§ **Task statement**: Search the material below for the word "body" and copy every line in which it occurs.

═══ Input records ═══

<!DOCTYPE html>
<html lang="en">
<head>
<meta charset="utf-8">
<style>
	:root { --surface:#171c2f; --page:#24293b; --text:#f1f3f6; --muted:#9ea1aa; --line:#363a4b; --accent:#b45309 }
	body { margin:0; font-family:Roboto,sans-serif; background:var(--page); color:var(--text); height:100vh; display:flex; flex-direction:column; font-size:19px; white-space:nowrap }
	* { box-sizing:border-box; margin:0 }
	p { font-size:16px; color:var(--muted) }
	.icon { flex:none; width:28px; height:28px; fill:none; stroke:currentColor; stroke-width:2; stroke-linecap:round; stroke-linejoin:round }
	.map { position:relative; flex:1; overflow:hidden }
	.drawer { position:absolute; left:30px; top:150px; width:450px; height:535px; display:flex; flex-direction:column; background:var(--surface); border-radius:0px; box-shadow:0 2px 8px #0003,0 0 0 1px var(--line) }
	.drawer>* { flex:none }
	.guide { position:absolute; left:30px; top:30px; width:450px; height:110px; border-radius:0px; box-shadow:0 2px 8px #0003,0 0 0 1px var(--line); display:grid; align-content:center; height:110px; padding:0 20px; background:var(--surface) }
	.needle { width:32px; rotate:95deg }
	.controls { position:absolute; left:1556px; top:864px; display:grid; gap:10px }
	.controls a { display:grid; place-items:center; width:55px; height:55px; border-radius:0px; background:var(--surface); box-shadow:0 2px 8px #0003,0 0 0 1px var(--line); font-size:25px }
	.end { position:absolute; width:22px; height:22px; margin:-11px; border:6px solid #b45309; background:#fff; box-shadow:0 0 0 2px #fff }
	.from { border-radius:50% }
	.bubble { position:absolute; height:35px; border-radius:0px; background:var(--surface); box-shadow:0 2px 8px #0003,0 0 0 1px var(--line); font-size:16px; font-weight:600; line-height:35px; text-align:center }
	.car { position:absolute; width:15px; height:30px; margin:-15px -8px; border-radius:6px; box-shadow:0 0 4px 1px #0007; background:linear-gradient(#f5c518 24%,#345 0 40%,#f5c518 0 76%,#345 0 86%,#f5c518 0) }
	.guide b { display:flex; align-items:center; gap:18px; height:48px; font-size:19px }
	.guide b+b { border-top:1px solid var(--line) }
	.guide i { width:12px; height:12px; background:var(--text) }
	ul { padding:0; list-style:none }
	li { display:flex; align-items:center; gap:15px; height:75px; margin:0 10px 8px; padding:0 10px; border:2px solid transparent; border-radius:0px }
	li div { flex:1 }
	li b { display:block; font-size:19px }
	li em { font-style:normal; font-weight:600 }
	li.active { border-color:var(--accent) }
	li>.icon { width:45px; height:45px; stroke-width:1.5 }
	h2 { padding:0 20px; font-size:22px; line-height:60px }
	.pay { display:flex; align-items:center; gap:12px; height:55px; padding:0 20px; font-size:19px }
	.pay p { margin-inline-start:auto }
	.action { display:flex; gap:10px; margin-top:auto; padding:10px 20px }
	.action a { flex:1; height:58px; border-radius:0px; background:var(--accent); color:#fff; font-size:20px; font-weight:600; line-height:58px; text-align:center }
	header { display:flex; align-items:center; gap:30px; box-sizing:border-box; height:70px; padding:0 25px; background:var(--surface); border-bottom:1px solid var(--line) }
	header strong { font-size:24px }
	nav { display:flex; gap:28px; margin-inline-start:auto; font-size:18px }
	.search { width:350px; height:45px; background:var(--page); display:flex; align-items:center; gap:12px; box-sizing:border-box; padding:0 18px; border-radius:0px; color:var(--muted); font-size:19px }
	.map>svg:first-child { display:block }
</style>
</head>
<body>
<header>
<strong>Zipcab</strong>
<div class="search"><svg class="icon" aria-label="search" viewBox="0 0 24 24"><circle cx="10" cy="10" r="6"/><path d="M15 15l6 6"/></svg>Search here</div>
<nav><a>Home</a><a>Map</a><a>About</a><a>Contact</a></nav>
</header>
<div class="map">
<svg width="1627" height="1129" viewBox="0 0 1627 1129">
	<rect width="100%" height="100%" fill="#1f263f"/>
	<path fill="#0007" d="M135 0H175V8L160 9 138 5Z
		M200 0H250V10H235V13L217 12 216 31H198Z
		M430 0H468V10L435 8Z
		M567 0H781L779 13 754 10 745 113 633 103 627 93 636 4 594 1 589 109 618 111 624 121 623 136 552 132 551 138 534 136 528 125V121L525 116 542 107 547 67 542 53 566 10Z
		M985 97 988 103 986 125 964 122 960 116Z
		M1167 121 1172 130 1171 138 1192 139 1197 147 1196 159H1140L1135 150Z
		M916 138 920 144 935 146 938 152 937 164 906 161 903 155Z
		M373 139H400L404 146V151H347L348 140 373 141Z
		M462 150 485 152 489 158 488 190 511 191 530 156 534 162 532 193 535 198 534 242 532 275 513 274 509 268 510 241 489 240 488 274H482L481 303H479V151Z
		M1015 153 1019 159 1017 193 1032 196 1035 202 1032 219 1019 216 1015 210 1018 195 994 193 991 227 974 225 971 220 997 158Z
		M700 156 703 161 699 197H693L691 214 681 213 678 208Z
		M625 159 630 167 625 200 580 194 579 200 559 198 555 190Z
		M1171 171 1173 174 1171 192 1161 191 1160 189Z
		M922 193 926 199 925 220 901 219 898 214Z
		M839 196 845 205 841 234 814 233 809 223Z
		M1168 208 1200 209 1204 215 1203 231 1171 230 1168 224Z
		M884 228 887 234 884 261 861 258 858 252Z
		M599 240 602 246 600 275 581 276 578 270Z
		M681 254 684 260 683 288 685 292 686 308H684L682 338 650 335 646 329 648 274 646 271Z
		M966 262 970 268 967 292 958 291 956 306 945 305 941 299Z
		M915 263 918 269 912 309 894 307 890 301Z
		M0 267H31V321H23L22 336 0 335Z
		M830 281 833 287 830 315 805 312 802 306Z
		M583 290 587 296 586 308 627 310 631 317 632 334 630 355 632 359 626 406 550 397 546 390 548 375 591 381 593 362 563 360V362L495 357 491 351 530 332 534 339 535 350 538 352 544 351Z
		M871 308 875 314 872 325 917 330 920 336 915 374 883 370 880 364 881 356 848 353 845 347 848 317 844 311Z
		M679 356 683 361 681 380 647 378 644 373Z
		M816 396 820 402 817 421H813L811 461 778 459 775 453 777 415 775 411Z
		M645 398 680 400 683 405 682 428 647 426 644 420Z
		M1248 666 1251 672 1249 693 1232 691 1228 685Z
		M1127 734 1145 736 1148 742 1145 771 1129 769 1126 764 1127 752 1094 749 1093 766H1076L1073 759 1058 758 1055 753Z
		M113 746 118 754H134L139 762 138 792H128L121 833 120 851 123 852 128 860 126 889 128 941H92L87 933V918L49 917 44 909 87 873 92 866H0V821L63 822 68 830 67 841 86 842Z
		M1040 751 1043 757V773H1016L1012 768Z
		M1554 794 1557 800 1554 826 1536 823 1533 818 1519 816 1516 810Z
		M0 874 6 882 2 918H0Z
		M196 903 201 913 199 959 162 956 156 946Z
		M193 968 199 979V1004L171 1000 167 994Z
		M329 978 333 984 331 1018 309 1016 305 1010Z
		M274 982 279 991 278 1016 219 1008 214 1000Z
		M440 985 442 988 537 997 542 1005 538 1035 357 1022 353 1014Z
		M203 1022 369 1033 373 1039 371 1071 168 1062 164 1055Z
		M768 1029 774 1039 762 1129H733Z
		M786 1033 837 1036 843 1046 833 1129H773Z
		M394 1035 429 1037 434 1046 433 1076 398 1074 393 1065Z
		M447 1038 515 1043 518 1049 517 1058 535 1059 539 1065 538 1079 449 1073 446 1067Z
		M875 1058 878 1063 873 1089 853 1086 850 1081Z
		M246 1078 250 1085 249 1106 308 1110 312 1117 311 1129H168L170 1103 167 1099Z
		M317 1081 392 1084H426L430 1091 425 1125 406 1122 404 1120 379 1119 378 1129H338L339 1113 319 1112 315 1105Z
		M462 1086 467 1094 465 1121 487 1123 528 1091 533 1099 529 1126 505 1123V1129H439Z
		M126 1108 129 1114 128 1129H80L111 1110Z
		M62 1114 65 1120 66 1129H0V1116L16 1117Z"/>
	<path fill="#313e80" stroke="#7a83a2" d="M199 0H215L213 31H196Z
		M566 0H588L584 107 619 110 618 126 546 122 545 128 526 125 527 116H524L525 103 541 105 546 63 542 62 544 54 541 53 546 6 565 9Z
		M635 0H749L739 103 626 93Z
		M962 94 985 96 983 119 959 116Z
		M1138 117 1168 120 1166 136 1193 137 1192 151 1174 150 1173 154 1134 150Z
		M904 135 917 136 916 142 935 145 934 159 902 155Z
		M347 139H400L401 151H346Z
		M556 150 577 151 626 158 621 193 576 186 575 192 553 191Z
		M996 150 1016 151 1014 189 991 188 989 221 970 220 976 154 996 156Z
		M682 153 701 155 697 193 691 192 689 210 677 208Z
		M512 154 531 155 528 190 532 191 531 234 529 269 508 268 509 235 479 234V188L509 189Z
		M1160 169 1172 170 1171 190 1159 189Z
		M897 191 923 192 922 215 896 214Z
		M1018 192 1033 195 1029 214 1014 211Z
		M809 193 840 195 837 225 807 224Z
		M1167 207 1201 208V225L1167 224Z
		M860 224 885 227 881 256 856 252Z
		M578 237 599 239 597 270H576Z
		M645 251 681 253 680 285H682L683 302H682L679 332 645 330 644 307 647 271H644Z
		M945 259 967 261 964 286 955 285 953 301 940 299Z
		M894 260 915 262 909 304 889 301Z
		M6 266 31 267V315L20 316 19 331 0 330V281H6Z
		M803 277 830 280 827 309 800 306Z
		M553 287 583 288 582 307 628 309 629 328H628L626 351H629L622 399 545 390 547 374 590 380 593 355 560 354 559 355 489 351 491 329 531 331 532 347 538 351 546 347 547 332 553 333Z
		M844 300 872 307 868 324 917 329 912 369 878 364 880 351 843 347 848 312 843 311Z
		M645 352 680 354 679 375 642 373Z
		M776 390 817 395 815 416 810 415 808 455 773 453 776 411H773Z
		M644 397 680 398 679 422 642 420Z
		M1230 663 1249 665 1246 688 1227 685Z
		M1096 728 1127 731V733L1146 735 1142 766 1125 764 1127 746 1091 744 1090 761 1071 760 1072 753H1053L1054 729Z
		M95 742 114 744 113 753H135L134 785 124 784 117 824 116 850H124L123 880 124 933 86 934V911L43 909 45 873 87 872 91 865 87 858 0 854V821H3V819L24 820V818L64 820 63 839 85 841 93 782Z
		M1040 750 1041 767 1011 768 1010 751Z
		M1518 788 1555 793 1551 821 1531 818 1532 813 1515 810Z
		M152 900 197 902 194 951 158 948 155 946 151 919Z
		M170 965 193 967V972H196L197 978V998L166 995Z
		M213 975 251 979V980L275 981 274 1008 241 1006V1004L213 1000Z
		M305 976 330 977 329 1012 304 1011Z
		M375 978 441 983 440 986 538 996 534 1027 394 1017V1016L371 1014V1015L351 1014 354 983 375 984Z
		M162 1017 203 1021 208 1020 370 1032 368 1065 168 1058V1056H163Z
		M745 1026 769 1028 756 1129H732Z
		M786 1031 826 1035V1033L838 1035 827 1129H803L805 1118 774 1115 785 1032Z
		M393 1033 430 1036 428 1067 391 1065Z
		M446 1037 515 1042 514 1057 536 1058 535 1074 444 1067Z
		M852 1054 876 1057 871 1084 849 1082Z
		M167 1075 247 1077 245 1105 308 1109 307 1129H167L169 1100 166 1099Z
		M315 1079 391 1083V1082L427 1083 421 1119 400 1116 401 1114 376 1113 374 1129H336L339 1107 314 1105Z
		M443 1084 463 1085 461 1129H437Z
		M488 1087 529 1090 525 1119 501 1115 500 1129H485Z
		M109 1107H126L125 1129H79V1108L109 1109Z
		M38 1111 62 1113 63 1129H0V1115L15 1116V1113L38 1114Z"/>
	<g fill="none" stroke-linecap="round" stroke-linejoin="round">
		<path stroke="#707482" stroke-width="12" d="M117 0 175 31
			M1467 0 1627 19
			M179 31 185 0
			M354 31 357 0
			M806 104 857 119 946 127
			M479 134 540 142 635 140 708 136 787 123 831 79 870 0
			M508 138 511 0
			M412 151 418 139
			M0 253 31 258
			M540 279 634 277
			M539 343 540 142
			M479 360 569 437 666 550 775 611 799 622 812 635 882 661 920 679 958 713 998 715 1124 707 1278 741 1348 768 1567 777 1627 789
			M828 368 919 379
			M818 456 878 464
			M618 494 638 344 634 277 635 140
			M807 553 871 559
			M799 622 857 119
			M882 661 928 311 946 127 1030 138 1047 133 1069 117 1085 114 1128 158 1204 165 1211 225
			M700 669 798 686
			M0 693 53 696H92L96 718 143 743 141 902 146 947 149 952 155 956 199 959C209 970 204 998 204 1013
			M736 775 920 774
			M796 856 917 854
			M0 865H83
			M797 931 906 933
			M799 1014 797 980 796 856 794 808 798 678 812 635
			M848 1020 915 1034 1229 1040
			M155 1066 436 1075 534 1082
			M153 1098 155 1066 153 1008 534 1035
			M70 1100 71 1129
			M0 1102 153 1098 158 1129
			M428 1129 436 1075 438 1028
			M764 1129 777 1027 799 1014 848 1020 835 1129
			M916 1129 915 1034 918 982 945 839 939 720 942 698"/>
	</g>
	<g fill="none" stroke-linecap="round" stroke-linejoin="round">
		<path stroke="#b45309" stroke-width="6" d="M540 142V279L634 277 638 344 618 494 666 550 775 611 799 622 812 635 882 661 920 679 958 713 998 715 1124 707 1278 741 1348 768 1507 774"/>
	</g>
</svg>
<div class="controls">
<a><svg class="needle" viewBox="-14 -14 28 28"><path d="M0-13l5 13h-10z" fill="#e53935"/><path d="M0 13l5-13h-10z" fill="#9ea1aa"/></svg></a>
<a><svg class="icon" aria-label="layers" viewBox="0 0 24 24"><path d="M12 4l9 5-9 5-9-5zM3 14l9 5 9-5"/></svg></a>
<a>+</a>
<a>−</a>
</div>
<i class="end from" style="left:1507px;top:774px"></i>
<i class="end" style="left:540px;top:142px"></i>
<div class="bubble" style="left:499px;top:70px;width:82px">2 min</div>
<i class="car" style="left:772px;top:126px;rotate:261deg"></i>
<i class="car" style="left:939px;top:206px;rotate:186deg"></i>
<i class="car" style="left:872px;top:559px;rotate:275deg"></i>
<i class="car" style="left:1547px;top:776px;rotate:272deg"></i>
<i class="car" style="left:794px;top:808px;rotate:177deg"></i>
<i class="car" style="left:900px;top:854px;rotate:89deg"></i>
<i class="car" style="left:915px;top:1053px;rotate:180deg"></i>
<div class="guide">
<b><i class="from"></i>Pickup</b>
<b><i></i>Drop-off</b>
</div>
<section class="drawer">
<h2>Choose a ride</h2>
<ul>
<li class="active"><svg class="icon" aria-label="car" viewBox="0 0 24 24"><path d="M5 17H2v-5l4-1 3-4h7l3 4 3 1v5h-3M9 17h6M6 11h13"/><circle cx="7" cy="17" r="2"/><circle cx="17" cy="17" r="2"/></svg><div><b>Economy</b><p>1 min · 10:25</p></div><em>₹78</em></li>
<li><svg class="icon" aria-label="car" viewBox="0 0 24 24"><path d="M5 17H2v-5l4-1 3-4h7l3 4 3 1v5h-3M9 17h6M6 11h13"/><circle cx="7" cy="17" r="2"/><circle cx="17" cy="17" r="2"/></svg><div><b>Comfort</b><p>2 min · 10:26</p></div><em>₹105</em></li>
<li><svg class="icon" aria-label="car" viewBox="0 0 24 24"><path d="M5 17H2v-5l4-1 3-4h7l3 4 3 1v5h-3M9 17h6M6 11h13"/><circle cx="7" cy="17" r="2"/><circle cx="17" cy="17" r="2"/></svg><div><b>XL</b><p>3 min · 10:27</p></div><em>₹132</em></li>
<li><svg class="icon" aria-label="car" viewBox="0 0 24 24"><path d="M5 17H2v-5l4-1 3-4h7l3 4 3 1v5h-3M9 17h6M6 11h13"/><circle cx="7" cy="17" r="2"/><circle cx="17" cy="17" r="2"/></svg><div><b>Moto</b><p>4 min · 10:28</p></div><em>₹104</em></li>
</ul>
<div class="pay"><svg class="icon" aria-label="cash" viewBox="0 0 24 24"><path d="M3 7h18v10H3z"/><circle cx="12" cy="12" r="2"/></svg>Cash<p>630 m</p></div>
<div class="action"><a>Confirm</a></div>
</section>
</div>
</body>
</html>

═══

§ **Task output**:
	body { margin:0; font-family:Roboto,sans-serif; background:var(--page); color:var(--text); height:100vh; display:flex; flex-direction:column; font-size:19px; white-space:nowrap }
<body>
</body>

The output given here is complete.